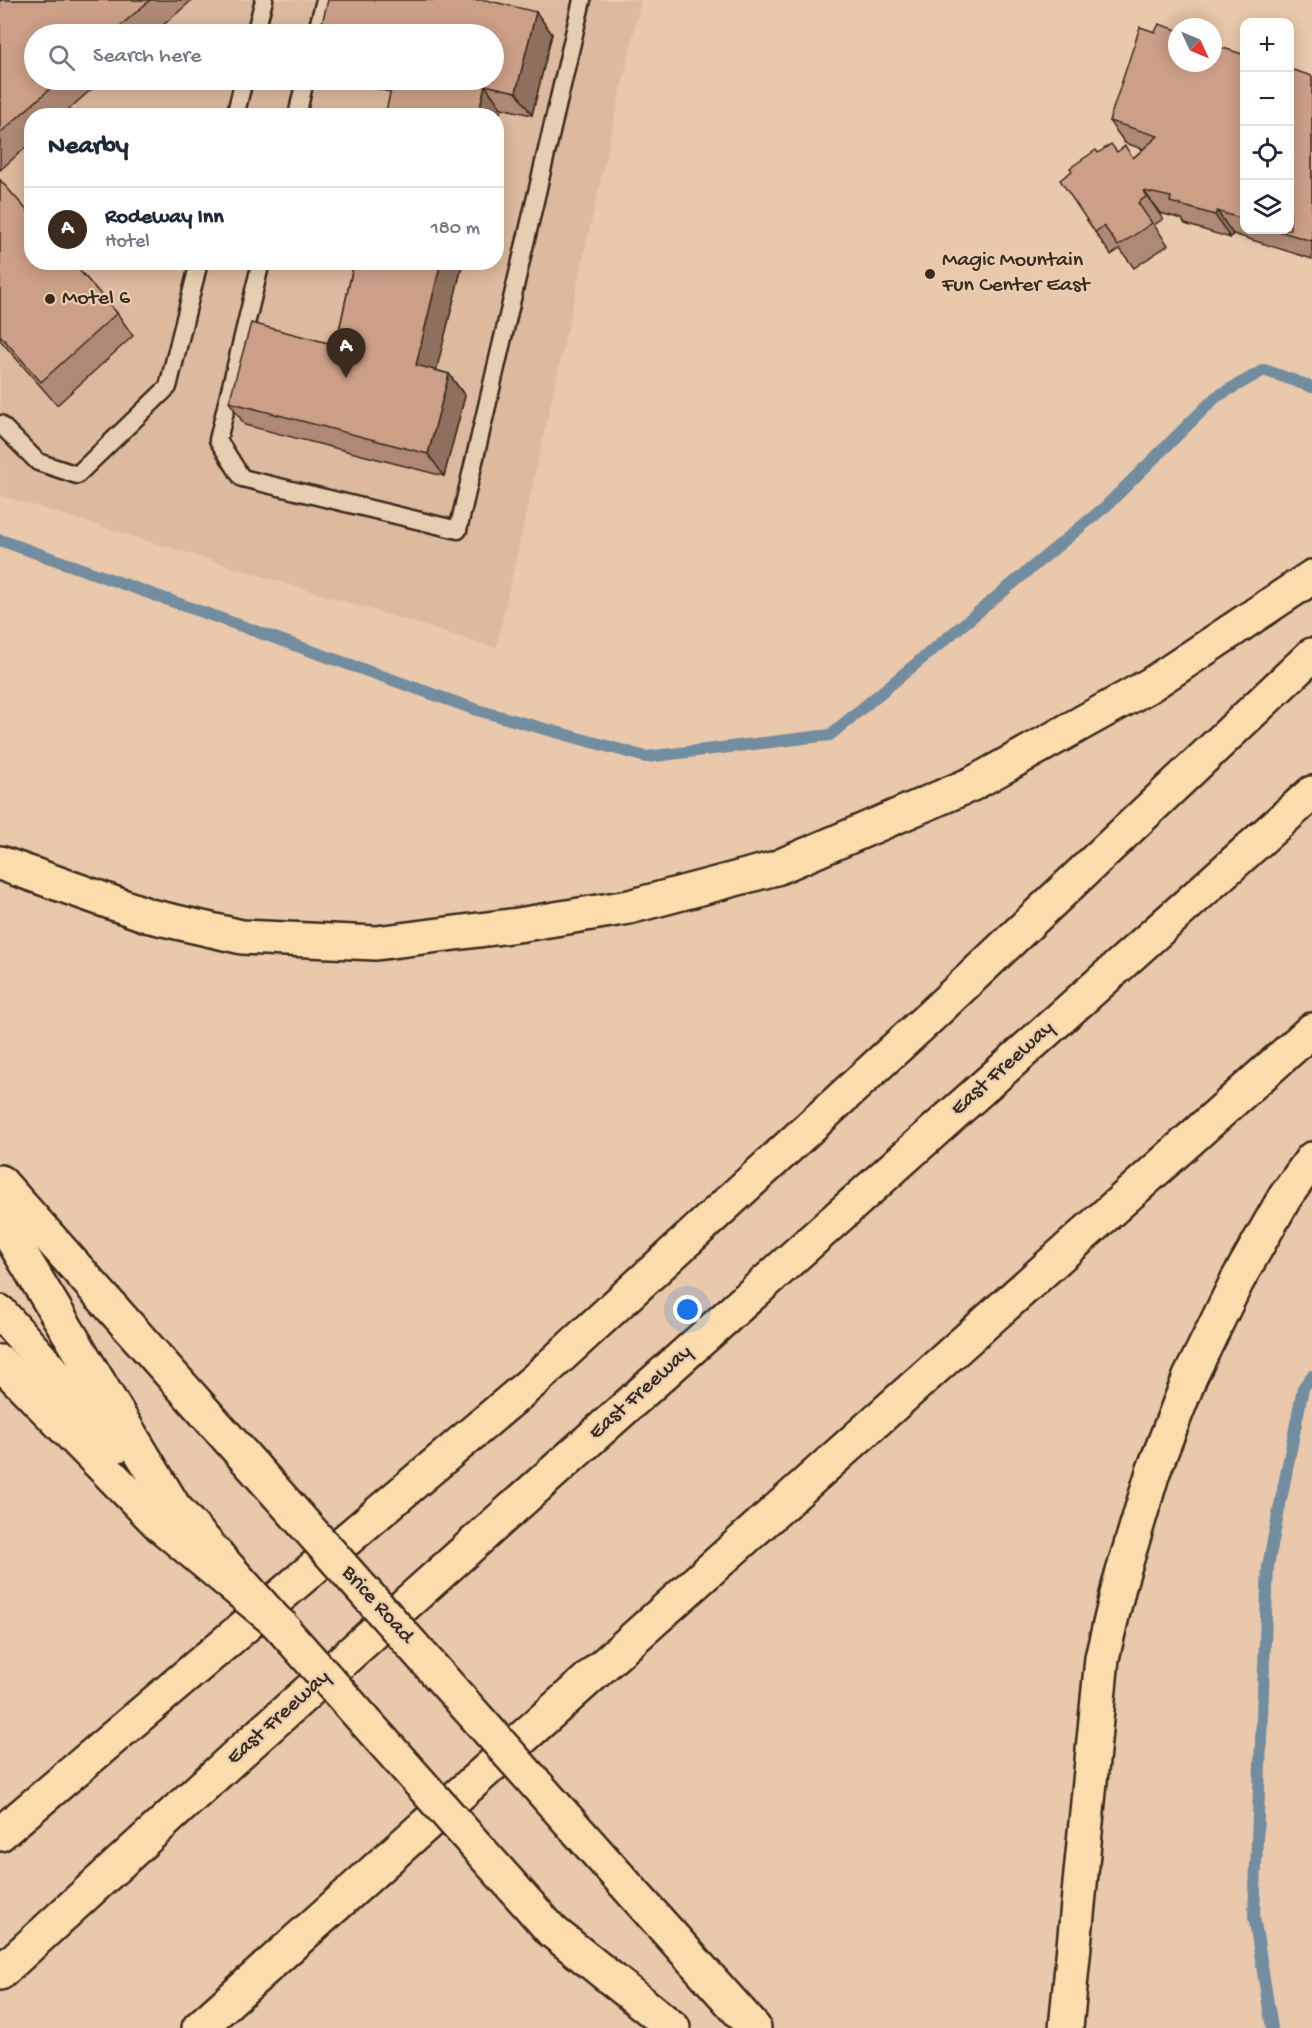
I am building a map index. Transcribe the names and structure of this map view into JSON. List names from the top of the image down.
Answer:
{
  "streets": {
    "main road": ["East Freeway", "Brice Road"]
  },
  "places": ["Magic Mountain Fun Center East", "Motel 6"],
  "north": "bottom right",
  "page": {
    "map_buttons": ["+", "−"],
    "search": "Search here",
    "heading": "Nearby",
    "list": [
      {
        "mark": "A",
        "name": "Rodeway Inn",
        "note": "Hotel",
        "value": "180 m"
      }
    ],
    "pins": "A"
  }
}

┄┄┄┄┄┄┄┄┄┄

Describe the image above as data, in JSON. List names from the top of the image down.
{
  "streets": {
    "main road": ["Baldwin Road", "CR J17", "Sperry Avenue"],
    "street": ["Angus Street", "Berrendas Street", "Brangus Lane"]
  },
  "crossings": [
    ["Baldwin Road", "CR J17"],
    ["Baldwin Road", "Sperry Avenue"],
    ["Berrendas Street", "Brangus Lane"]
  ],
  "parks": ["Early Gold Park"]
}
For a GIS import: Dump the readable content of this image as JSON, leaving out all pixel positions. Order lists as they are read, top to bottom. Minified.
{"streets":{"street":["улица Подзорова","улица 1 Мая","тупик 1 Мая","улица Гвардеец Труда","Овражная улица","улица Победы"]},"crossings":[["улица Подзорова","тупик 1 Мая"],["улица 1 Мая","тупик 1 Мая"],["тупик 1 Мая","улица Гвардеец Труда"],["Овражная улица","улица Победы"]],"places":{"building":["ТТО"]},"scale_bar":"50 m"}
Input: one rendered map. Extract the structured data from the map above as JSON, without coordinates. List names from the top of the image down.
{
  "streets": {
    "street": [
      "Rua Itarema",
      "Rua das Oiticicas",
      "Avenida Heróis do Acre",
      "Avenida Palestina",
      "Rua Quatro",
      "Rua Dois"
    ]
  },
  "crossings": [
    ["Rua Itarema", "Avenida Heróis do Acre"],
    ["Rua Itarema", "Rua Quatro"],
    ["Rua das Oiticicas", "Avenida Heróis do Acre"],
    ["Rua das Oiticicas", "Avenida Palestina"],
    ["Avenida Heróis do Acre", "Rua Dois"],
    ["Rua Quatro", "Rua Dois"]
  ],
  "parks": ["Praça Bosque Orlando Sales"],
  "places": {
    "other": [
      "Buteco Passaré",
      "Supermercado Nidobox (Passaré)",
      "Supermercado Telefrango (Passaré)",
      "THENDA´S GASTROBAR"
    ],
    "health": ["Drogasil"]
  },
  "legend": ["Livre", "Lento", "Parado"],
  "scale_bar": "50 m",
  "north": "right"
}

┄┄┄┄┄┄┄┄┄┄

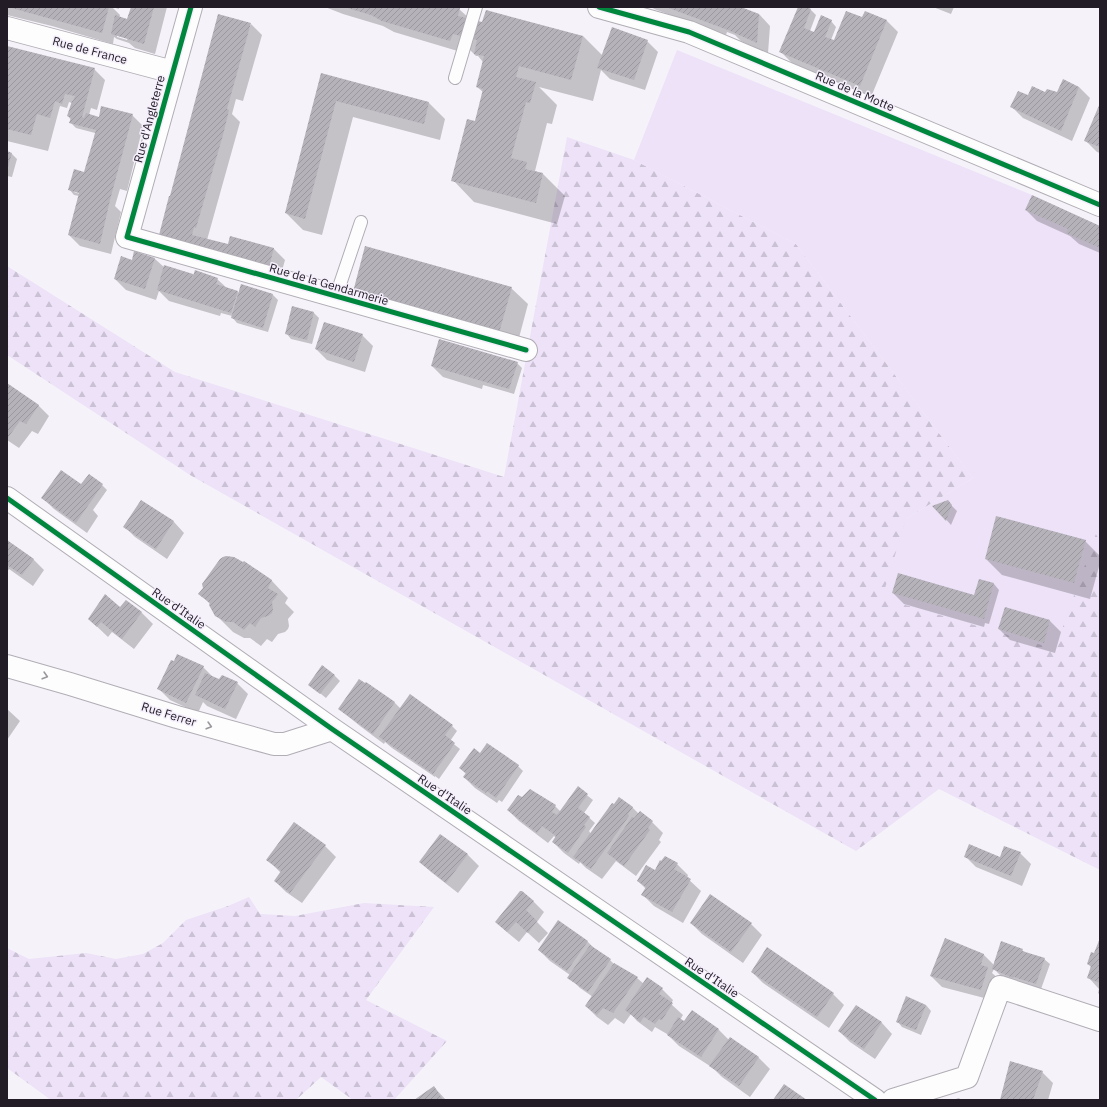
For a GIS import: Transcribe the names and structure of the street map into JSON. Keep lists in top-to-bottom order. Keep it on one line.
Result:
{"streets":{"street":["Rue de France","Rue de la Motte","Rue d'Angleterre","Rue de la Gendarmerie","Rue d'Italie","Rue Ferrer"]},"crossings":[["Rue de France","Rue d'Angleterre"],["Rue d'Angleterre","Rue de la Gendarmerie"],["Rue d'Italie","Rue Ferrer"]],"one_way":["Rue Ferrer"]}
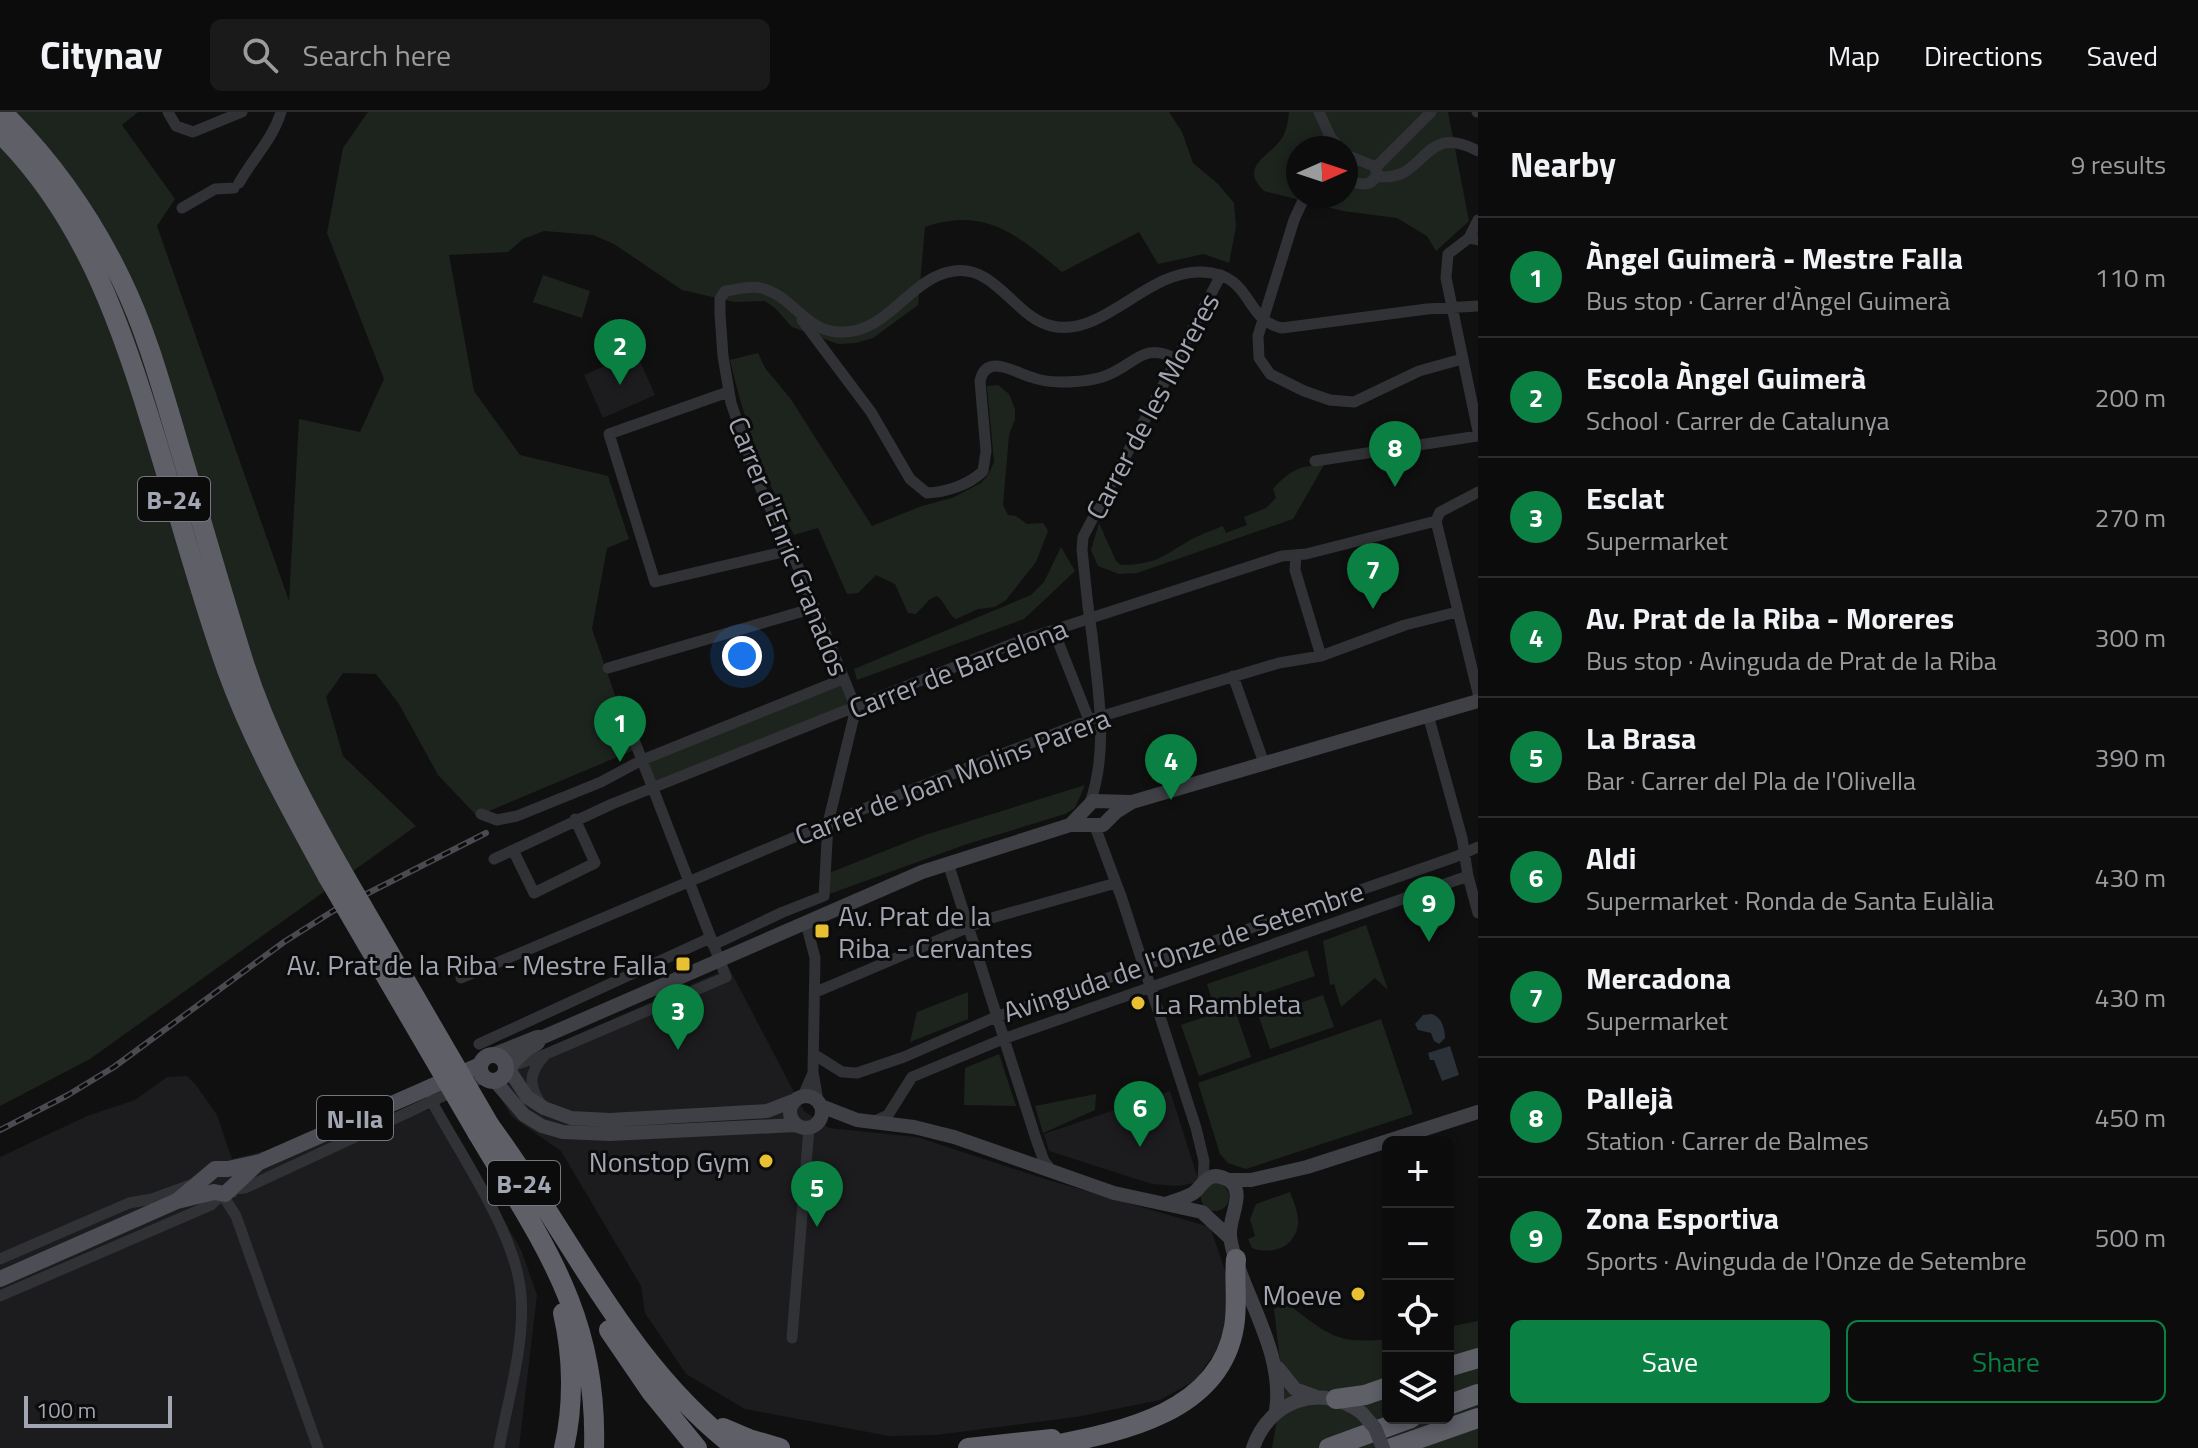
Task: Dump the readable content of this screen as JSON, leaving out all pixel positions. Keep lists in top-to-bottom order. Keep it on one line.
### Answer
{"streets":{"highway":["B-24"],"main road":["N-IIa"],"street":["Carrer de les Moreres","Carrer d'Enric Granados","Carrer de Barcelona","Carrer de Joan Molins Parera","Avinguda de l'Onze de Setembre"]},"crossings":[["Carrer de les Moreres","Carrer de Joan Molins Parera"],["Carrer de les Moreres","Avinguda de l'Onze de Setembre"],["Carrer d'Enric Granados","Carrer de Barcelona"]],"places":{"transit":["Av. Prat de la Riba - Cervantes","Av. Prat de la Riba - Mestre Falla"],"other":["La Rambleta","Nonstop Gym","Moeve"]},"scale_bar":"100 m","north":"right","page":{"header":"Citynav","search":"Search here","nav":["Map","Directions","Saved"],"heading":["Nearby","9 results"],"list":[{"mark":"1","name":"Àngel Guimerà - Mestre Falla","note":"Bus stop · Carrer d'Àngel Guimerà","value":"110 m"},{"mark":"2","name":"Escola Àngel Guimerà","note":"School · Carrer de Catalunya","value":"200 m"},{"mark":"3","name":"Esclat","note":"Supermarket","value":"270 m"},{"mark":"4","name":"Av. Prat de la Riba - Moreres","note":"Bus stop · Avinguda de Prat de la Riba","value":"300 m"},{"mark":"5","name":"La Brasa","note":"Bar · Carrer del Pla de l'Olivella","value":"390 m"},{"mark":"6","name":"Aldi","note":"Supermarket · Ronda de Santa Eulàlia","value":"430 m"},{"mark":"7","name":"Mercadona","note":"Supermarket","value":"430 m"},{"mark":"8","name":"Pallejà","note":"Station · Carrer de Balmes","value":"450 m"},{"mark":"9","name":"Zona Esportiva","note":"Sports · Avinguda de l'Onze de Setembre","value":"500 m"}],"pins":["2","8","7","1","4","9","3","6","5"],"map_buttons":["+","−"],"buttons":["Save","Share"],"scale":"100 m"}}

┄┄┄┄┄┄┄┄┄┄

▶ [Task goal]: Give back the exact lines above, running from the one that has "For a GIS import: Transcribe" through the one that has "Task: Dump the", with nothing added and no pictures.

▶ [Response below]:
For a GIS import: Transcribe the names and structure of the street map into JSON. Keep lists in top-to-bottom order. Keep it on one line.
Result:
{"streets":{"street":["Rue de France","Rue de la Motte","Rue d'Angleterre","Rue de la Gendarmerie","Rue d'Italie","Rue Ferrer"]},"crossings":[["Rue de France","Rue d'Angleterre"],["Rue d'Angleterre","Rue de la Gendarmerie"],["Rue d'Italie","Rue Ferrer"]],"one_way":["Rue Ferrer"]}
Task: Dump the readable content of this screen as JSON, leaving out all pixel positions. Keep lists in top-to-bottom order. Keep it on one line.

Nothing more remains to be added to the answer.